瑠夏がそんなことを言いながら肘でつついてくる。



「そっ、そんなことないよ~!」



実際ありさはそんなこと全く考えていなかった。

きっと本当に隣に座ったら緊張してお話しするどころではないだろう。



「大槻さん、中村さん、おはよう。」


「部長!おはようございます。」


「あっ・・・お、おは、ようございます・・・」



部長が二人に声をかけてきた。彼女は穏やかな人で、いつも笑顔を絶やさない。

長いストレートの黒髪と細い身体が魅力的な女性だった。

瑠夏にも人見知りのありさにも分け隔てなく声をかけてくれる人だ。



「二人とも誰か誘った?ふふふ。」


「えーっと、ありさだけは誘ったんですよ~」



どうせ航が来たらばれてしまうのだし、と思い、瑠夏は部長に告げた。

案の定見開かれる部長の瞳。

消極的なありさが人を誘えたということが驚きなのだ。



「まぁ、誰なの?中村さんに誘ってもらえた人って。」


「えっとですね~・・・・あっ!きた!航先輩!こっちです!」



ありさが後ろを振り向くと、ばっちりと航と眼が合ってしまい、すぐに目線をそらす。

先輩と見つめあうなんてことできない・・・

部長はありさが誘った人が大学内でも人気の航だと知って驚いた。



「こんにちは、峰岸先輩。経済学部二年の松戸です。今日からよろしくお願いします。」



礼儀正しく体育会系らしく頭を下げる航を見て、ありさはほほが赤くなった。

そういうしっかりしたところも好きだ・・・。



「あっ、俺、理工二年の兼代玉城です!どうもよろしくお願いしまっす!」



航が連れてきた玉城も一緒に頭を下げる。

部長は笑いながら、そんなかしこまらないでね、と笑った。




・・・・・・・・・・・・・・・・・・・・・・・・・・


「みなさんいますね?トイレから帰ってきていない人はいませんね?じゃあ、出発しますよ~」



部長がそう言うと、バスが出発した。


ありさは身体を小さくして座っていた。

バスに乗り込んで、最初は瑠夏とありさ、航と玉城で座っていたのだが、トイレ休憩の間に瑠夏の隣に玉城が勝手に移動し、ありさはやむを得ず航と隣に座ることになったのだった。

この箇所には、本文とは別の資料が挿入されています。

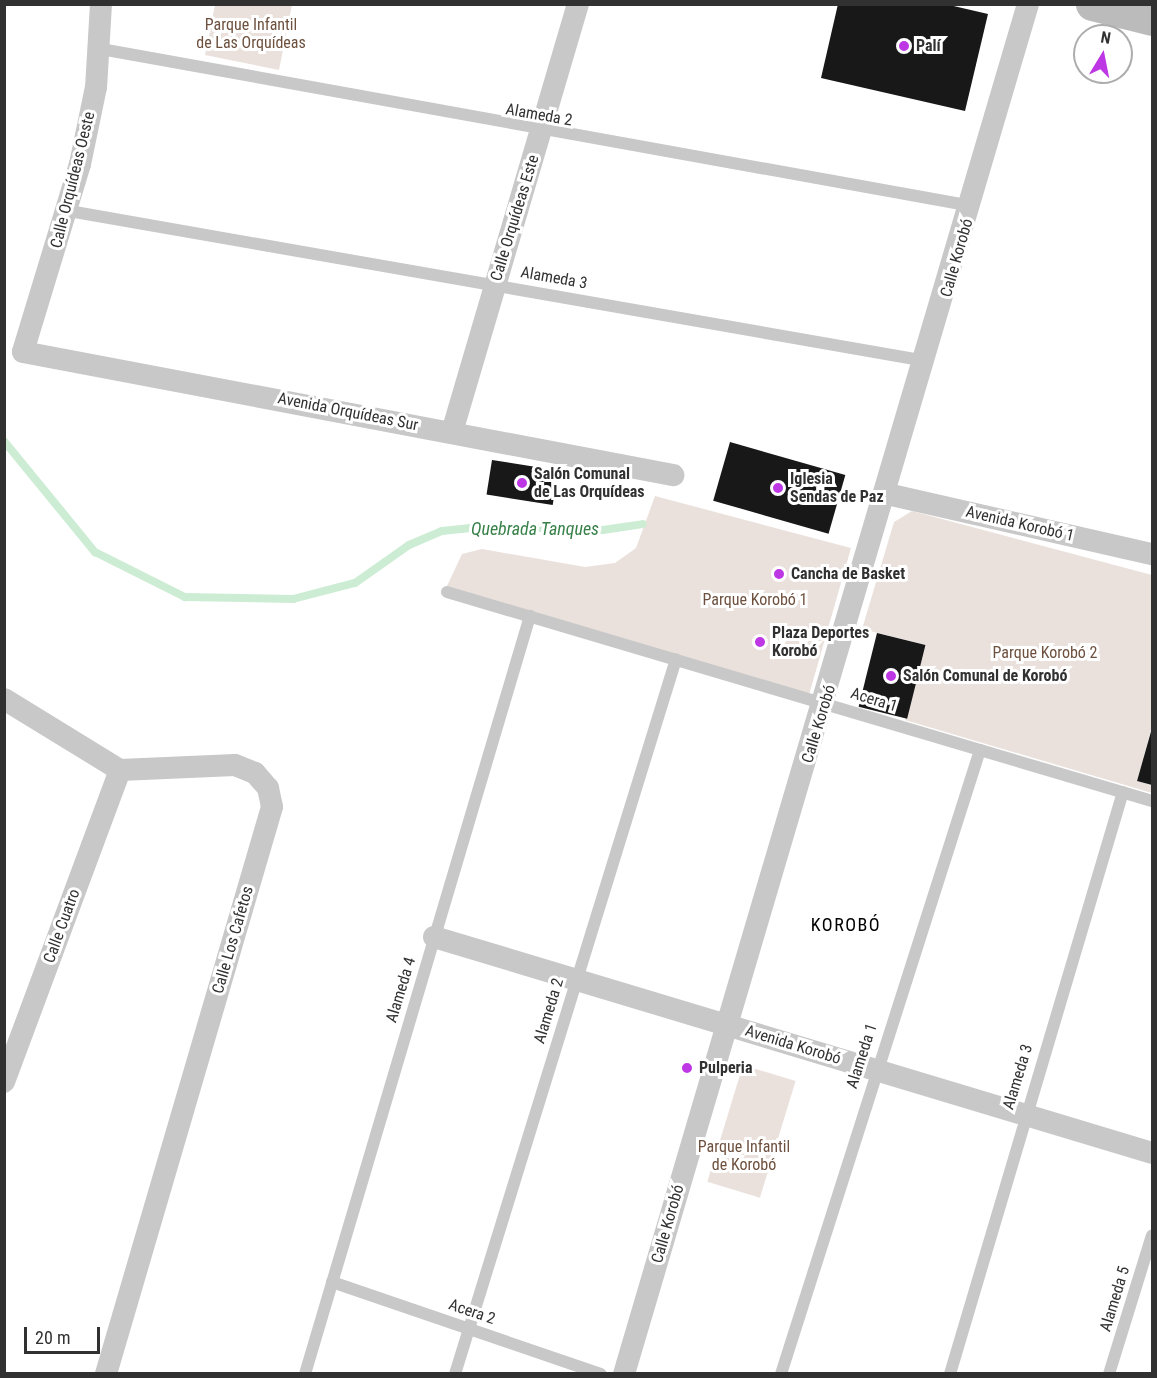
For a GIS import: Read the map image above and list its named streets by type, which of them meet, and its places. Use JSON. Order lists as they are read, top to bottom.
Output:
{
  "streets": {
    "street": [
      "Calle Orquídeas Oeste",
      "Calle Orquídeas Este",
      "Calle Korobó",
      "Avenida Orquídeas Sur",
      "Avenida Korobó 1",
      "Calle Cuatro",
      "Calle Los Cafetos",
      "Avenida Korobó"
    ],
    "lane": [
      "Alameda 2",
      "Alameda 3",
      "Acera 1",
      "Alameda 4",
      "Alameda 1",
      "Alameda 5",
      "Acera 2"
    ]
  },
  "crossings": [
    ["Alameda 2", "Calle Orquídeas Oeste"],
    ["Alameda 2", "Calle Orquídeas Este"],
    ["Alameda 2", "Calle Korobó"],
    ["Alameda 2", "Acera 1"],
    ["Alameda 2", "Avenida Korobó"],
    ["Alameda 2", "Acera 2"],
    ["Calle Orquídeas Oeste", "Alameda 3"],
    ["Calle Orquídeas Oeste", "Avenida Orquídeas Sur"],
    ["Calle Orquídeas Este", "Alameda 3"],
    ["Calle Orquídeas Este", "Avenida Orquídeas Sur"],
    ["Calle Korobó", "Alameda 3"],
    ["Calle Korobó", "Avenida Korobó 1"],
    ["Calle Korobó", "Acera 1"],
    ["Calle Korobó", "Avenida Korobó"],
    ["Alameda 3", "Acera 1"],
    ["Alameda 3", "Avenida Korobó"],
    ["Acera 1", "Alameda 4"],
    ["Acera 1", "Alameda 1"],
    ["Calle Cuatro", "Calle Los Cafetos"],
    ["Alameda 4", "Avenida Korobó"],
    ["Alameda 4", "Acera 2"],
    ["Avenida Korobó", "Alameda 1"]
  ],
  "districts": ["KOROBÓ"],
  "water": ["Quebrada Tanques"],
  "parks": [
    "Parque Infantil de Las Orquídeas",
    "Parque Korobó 1",
    "Parque Korobó 2",
    "Parque Infantil de Korobó"
  ],
  "places": [
    "Palí",
    "Salón Comunal de Las Orquídeas",
    "Iglesia Sendas de Paz",
    "Cancha de Basket",
    "Plaza Deportes Korobó",
    "Salón Comunal de Korobó",
    "Pulperia"
  ],
  "scale_bar": "20 m",
  "north": "top"
}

≪うそーっ!航先輩と隣に座るなら、膝上のスカートなんてはくんじゃなかった!はずかしい!別にみられていないと思うけど、全く足を開くこともできないし、太ももがぱつぱつしているのが上から見て丸わかりだよ~≫



ありさは半泣きである。




「あ、ありさ?よかったら、これいる?今朝買ってきたんだけど・・・」


「ありがとう・・・。私もこれ・・・」



気を使って瑠夏が差し出してくれた新発売のじゃがりこをもらうと、ありさもチョコレートを差し出した。

そして、隣の航にも気づく。



「あっ、あの・ぅ・・あの・・・えっと・・・あの、航先輩も・・いります?」



顔を真っ赤にさせながら消え入りそうな声でそう言うと、航がはっとしたようにうなずいた。そしてチョコを受け取る。



「あ、ああ。ありがとう。俺はガムしかないんだけど・・・」



そう言って差し出されたガムをもらう。



≪航先輩にもらったガムだ・・・≫


ありさは心の中がぽかぽかしてくるのを感じた。